Ten test pits were excavated in Long Melford by HEFA students in 2013, adding to those completed in 2011 as part of the BBC television series Great British Story, bringing the total to forty-seven. With the exception of LME/13/10, excavated by local residents on the edge of the football pitch, all the 2013 pits were sited in the northern part of the present village, an area less-intensively explored in 2011.
A small (2g) sherd of Bronze Age pottery was found in LME/13/01, hinting at activity of some sort in this area beyond the margins of the present settlement. Otherwise the earliest material found dated to the Roman period. A single small sherd in LME/13/02 is unlikely to indicate settlement in the vicinity, but more than 80 sherds were found in LME/13/10, associated with a cobbled surface and possible post holes, clearly indicating a structure and intensive activity presumed to relate to settlement on this site.

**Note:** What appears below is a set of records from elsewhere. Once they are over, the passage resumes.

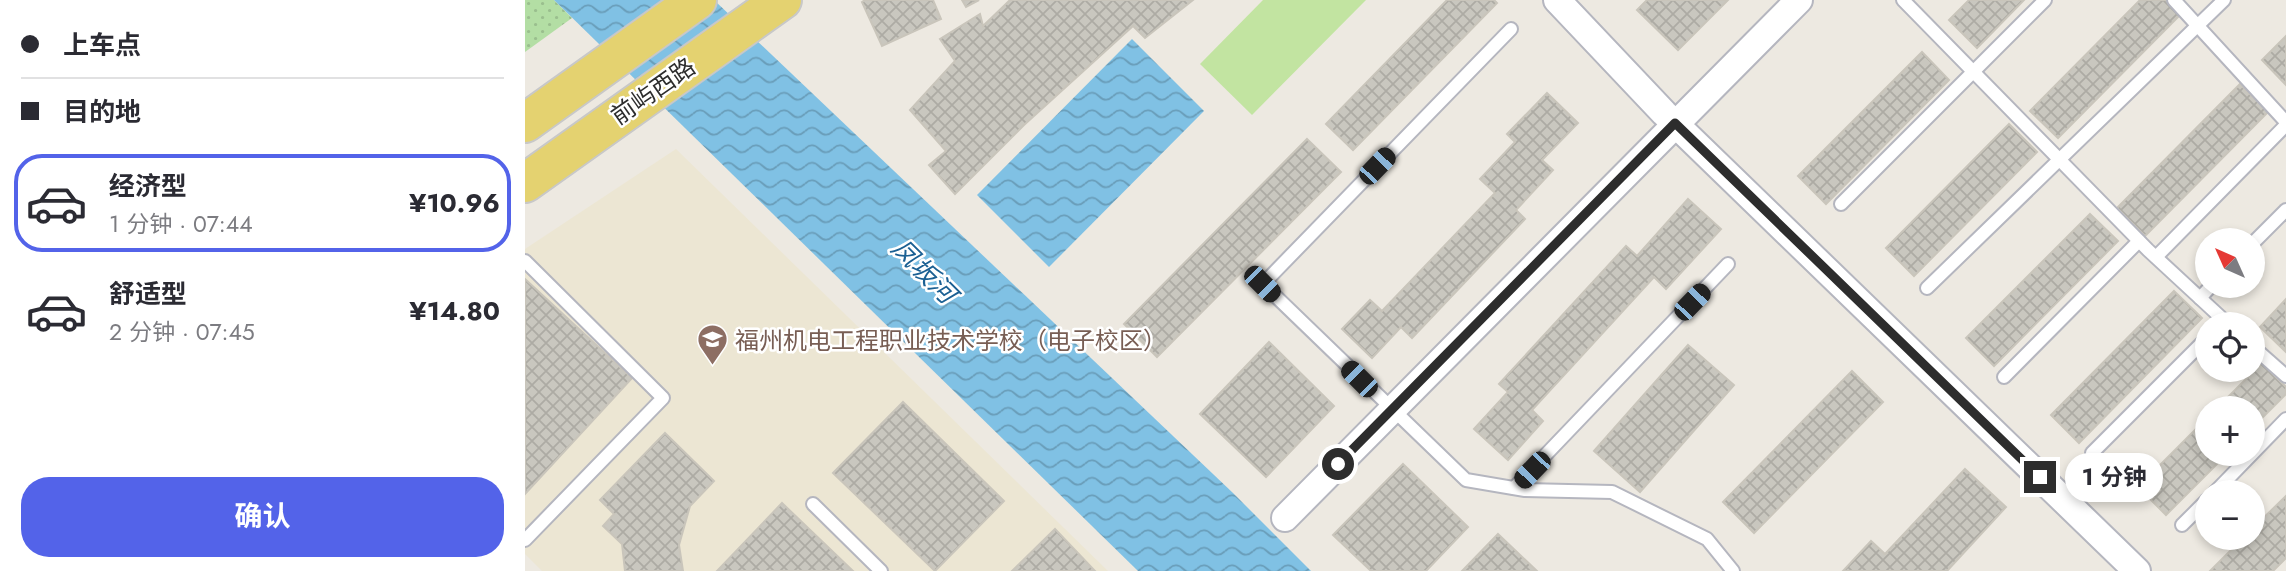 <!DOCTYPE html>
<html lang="zh">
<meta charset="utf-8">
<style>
:root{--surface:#fff;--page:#f2f2f3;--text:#2b2b33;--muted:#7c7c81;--line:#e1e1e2;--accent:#5363e9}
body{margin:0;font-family:Jost,"Noto Sans SC",sans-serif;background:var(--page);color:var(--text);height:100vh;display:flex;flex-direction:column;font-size:26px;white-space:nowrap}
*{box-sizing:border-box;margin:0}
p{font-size:23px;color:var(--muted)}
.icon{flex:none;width:38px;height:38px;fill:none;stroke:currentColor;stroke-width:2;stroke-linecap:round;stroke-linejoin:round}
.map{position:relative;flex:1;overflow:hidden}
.details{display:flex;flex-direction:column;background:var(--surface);width:525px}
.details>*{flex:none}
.banner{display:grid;align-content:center;height:154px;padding:0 21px;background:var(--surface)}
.needle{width:46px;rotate:315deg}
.buttons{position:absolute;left:1670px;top:228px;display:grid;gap:14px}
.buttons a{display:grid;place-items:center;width:70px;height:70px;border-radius:50%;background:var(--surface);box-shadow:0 4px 10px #0003;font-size:35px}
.end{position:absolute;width:32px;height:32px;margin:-16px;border:9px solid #2d2d2d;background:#fff;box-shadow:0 0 0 4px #fff}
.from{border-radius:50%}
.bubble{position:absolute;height:49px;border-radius:24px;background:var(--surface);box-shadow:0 4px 10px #0003;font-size:23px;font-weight:700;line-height:49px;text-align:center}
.car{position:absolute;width:21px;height:42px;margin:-21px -10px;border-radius:9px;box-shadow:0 0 5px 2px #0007;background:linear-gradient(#222 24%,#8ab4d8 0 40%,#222 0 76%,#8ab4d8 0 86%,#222 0)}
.banner b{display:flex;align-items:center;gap:24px;height:66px;font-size:26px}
.banner b+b{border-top:2px solid var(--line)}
.banner i{width:18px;height:18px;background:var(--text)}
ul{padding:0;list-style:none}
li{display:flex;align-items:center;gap:21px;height:98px;margin:0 14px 10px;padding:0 7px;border:4px solid transparent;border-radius:28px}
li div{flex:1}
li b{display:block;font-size:26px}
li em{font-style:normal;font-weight:700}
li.current{border-color:var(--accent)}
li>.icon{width:63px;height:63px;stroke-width:1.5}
.cta{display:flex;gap:14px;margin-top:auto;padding:14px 21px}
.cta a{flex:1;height:80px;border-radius:28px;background:var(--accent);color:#fff;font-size:28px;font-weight:700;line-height:80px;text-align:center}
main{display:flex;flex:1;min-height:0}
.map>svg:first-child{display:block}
</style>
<main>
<section class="details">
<div class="banner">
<b><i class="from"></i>上车点</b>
<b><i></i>目的地</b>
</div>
<ul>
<li class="current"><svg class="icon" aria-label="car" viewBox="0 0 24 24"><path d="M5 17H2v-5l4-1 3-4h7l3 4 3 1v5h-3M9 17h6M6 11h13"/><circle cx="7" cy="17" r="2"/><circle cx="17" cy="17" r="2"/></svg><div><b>经济型</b><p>1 分钟 · 07:44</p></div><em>¥10.96</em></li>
<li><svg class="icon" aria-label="car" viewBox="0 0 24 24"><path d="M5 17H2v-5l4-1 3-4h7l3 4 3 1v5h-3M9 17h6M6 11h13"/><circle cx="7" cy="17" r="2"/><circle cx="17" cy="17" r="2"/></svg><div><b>舒适型</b><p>2 分钟 · 07:45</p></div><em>¥14.80</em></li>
</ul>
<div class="cta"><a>确认</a></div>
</section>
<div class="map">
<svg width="1761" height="571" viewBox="0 0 1761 571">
<defs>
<pattern id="park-dots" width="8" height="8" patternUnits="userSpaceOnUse" patternTransform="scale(1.75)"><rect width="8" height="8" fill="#b3dea4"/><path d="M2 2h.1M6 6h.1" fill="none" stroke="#9abf8e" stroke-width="1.8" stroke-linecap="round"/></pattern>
<pattern id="water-waves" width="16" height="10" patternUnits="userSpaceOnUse" patternTransform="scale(1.75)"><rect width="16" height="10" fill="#80c1e4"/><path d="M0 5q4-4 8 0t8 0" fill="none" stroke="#699db9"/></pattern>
<pattern id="building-cross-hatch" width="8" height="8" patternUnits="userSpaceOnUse" patternTransform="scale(1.75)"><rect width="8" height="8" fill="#c9c7bf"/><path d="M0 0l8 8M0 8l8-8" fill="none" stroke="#adaba4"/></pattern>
</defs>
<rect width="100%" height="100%" fill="#ede9e1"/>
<path fill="#ece6d3" d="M 151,149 L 496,486 L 583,571 L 17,571 L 0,554 L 0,249 Z"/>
<path fill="url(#park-dots)" d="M 0,0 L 29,0 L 47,18 L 0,52 Z"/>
<path fill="#c2e4a1" d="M 738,0 L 841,0 L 727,115 L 675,64 Z"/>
<g fill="url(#water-waves)">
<path d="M 29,0 L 189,0 L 708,493 L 786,571 L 613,571 Z"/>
<path d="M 607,39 L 679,111 L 524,267 L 452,195 Z"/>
</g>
<g fill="url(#building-cross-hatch)" stroke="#c9c5bb" stroke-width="2">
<path d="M 340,0 L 408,0 L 416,19 L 357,46 L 337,2 Z"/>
<path d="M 437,0 L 454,0 L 441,7 Z"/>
<path d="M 485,0 L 668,0 L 620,38 L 608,26 L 499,125 L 430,194 L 404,165 L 421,151 L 385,110 L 430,61 L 415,39 L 455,14 L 458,26 Z"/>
<path d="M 922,0 L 969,0 L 972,3 L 828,150 L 801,124 Z"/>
<path d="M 1122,0 L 1203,0 L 1153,50 L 1112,10 Z"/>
<path d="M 1444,0 L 1499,0 L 1452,48 L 1424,20 Z"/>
<path d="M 1615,0 L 1642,0 L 1656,14 L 1533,138 L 1505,111 Z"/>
<path d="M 1761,36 L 1761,85 L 1737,60 Z"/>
<path d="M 1397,52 L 1424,80 L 1301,204 L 1273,176 Z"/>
<path d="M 1715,84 L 1743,112 L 1620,236 L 1592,208 Z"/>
<path d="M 1022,93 L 1053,123 L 1017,160 L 1028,170 L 991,210 L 1000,219 L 887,338 L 876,327 L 847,358 L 817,329 L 845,300 L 857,311 L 970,193 L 955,179 L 990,142 L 982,134 Z"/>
<path d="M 1484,124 L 1512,152 L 1389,276 L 1361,248 Z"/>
<path d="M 782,139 L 816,172 L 632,357 L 599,324 Z"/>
<path d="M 1163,199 L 1196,229 L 1141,289 L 1129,277 L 1007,410 L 1018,421 L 983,460 L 949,429 L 983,392 L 974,384 L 1101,246 L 1112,256 Z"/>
<path d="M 1565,214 L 1593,241 L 1469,366 L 1441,338 Z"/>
<path d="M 0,279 L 107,378 L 0,494 Z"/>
<path d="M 1649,291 L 1677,318 L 1554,443 L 1526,415 Z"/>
<path d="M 1761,299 L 1761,352 L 1735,327 Z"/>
<path d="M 744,342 L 809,406 L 741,477 L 675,414 Z"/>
<path d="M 1163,345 L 1209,385 L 1115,492 L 1069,451 Z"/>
<path d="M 1737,363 L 1761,387 L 1761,394 L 1727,428 L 1727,408 L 1692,408 Z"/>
<path d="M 1327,371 L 1358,402 L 1229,533 L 1198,502 Z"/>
<path d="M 378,402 L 479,501 L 410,571 L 308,473 Z"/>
<path d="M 1682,418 L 1682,453 L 1703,453 L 1641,515 L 1613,487 Z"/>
<path d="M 140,433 L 189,481 L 165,506 L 154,545 L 158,571 L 100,571 L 97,544 L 78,526 L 89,514 L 75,500 Z"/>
<path d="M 878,464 L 943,527 L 901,571 L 846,571 L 808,535 Z"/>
<path d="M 1440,469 L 1481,507 L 1422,571 L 1318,571 L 1346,541 L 1360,554 Z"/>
<path d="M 1761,496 L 1761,558 L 1748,571 L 1685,571 L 1719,537 L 1727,537 L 1727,529 Z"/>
<path d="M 257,503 L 328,571 L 192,571 Z"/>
<path d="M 530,529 L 570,571 L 487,571 Z"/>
<path d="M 973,534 L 1012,571 L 937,571 Z"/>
</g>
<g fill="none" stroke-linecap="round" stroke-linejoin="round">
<defs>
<g id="lane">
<path d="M 1378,0 L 1623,250 L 1703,324"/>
<path d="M 1649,0 L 1761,122"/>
<path d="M 986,29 L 738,284 L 941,480 L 1000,490 L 1087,492 L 1182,539 L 1208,571"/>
<path d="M 1316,204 L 1520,0"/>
<path d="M 1727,244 L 1761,210"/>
<path d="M 1631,257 L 1761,125"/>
<path d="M 0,261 L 138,398 L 0,540"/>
<path d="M 1402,288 L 1699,0"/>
<path d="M 1675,298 L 1687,285"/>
<path d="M 1727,346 L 1761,376"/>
<path d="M 1479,377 L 1614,241"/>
<path d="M 1567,453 L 1682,338"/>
<path d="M 989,488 L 1203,264"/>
<path d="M 1690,492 L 1761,419"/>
<path d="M 288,504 L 356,571"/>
<path d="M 1657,525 L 1682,500"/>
</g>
<g id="street">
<path d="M 1032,0 L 1139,113 L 1612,571"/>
<path d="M 760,518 L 1274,0"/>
</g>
<g id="primary">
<path d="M 0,123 L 172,0"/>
<path d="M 0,183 L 257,0"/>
</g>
</defs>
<use href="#lane" stroke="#b5b6bf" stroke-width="16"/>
<use href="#street" stroke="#b5b6bf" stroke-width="30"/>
<use href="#primary" stroke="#c8c8c8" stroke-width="42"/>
<use href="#lane" stroke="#fff" stroke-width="12"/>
<use href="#street" stroke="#fff" stroke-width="26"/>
<use href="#primary" stroke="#e4d270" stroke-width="38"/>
</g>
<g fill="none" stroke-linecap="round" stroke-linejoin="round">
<path stroke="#2d2d2d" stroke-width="9" d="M 813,464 L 1150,123 L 1515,477"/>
</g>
<defs>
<symbol id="school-pin" viewBox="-11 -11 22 30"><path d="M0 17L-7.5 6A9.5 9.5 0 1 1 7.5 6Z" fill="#8d6e63" stroke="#fff"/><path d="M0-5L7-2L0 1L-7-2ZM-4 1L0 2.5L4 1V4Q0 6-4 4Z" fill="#fff"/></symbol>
</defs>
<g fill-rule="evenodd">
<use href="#school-pin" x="170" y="322" width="35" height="47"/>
</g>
<g text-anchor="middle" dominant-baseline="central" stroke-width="5" stroke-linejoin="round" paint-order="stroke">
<g font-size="24" fill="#2d2d2d" stroke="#fff">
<text transform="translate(128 91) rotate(-35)">前屿西路</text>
</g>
<g font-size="24" fill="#785e54" stroke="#fff" text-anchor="start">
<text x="210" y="340">福州机电工程职业技术学校（电子校区）</text>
</g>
<g font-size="26" font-style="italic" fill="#1b6093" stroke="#fff">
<text transform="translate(399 271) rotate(45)">凤坂河</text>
</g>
</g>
</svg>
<div class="buttons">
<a><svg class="needle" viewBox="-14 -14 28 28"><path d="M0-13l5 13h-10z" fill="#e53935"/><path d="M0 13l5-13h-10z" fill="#7c7c81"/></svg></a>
<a><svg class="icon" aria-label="locate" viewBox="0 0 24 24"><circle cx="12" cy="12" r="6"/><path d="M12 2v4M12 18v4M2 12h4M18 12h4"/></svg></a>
<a>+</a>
<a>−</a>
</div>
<i class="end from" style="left:813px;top:464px"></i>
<i class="end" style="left:1515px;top:477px"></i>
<div class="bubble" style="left:1540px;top:453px;width:98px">1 分钟</div>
<i class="car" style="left:852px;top:166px;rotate:44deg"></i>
<i class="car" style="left:737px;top:284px;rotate:135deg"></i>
<i class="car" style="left:1167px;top:302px;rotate:44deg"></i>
<i class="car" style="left:834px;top:379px;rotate:315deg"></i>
<i class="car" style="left:1007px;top:470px;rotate:224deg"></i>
</div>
</main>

This is in the same central part of the present village of Long Melford which produced large amounts of Romano-British material in 2011.
Given the paucity of Anglo-Saxon material found in the 2011 pits, the most notable discovery in 2013 was a total of eleven sherds of Thetford Ware from LME/13/07, which was all the more striking for being found in association with a post-hole, providing convincing evidence for settlement on the edge of the area now forming part of the large green south of the parish church. As this is more than 1km north of three sites which produced smaller amounts of the same material in 2011, it seems clear that the very long present village overlies two quite separate nodes of late Anglo-Saxon settlement. The site on the green does not however appear to have continued in use into the post-Conquest era, as the only later pottery found were two tiny sherds (together totalling 3g) of 19th - 20th century date. In general, evidence for high medieval activity was sparse in the pits excavated in 2013, as pits LME/13/03 and LME/13/06 were the only ones to produce any material of this date, each producing just a single sherd of 12th - 14th century date. Both pits also produced single sherd of late medieval pottery, perhaps suggesting that whatever low level of high medieval activity is indicated did not decline significantly in the 14th - 16th centuries. Very little post-medieval material was found either, reflecting the siting of many of the 2013 pits on the margins of the existing settlement.